Printed From: the12volt.com
Forum Name: Car Security and Convenience
Forum Discription: Car Alarms, Keyless Entries, Remote Starters, Immobilizer Bypasses, Sensors, Door Locks, Window Modules, Heated Mirrors, Heated Seats, etc.
URL: https://www.the12volt.com/installbay/forum_posts.asp?tid=94506
Printed Date: May 15, 2024 at 2:07 PM


Topic: alarms with manual arm, disarm

Posted By: trpltongue
Subject: alarms with manual arm, disarm
Date Posted: June 04, 2007 at 8:51 AM

Hey all,

I have been planning on installing a Viper 5900 remote start in my 07 expedition, but I've come to find out that it is not capable of interfacing with my factory keyless entry door keypad.  This is a feature my wife and I use ALL the time so I don't want to give it up.

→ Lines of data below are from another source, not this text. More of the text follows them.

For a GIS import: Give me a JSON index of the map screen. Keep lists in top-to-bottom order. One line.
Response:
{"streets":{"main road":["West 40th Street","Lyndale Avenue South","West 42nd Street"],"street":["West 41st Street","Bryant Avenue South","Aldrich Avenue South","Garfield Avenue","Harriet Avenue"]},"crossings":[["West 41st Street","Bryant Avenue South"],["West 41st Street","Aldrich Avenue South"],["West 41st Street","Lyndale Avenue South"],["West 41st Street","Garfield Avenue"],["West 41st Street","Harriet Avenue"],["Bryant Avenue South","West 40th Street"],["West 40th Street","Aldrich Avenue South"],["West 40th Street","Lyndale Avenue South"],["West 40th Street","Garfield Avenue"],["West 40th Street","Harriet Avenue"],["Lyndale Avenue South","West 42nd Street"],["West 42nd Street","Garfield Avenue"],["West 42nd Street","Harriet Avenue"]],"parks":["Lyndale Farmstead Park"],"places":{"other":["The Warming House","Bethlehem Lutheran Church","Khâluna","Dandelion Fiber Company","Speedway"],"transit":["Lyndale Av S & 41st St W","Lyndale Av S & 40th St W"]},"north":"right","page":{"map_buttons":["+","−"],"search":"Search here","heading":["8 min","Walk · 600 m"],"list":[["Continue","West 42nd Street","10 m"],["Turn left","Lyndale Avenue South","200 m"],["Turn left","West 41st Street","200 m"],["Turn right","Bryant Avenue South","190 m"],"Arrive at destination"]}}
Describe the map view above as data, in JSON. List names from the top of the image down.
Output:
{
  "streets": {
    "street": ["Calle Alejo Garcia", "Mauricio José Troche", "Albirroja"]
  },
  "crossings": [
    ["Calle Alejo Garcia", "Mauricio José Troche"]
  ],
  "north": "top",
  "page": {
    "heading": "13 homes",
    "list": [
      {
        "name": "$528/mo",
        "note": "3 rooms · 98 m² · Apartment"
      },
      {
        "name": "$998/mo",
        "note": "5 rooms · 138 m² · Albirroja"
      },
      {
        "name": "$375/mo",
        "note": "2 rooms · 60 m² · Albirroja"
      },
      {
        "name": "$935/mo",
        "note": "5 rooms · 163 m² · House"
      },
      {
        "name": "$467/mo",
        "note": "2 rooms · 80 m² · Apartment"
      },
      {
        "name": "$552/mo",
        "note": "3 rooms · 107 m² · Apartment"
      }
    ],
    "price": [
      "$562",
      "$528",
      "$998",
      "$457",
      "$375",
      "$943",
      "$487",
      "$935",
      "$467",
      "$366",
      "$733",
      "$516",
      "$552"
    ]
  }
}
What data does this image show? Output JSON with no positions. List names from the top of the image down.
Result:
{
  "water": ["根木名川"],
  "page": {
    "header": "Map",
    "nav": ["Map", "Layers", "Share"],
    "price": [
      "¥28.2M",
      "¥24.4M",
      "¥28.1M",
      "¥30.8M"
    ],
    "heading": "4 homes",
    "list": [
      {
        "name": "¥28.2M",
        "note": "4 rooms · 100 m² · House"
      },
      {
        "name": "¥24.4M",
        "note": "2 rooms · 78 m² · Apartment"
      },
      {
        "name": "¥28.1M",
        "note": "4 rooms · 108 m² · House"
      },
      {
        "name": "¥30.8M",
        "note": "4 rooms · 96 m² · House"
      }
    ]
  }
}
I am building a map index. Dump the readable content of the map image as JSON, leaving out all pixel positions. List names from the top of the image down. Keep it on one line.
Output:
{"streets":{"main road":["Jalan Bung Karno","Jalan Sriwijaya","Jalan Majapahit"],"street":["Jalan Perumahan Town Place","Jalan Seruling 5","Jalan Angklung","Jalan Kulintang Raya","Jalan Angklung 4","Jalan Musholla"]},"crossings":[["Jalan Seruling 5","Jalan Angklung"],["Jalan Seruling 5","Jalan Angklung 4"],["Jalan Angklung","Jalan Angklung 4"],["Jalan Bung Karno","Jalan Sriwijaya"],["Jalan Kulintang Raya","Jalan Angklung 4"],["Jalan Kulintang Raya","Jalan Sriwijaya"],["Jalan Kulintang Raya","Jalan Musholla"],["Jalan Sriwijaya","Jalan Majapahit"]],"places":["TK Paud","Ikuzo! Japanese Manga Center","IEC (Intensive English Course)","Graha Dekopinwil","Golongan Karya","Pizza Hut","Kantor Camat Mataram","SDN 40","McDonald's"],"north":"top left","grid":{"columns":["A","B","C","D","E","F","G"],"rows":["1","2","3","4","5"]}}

I've read that Code Alarms have a wire on them for manual arm / disarm, and switch sense, but I've also read a number of posts bashing Code-Alarm, so I'm a bit leary to have one installed.  Are there any other major brands that have the ability to interface with my factory keyless entry door keypad?

I'm looking for something with 900Mhz technology for the extended range if possible.

Thanks in advance,

Russell




Replies:

Posted By: Big Dog
Date Posted: June 04, 2007 at 2:46 PM

Unless I misunderstood, why would you want to punch a bunch of numbers on a door when you have a 2-way transmitter in your hand?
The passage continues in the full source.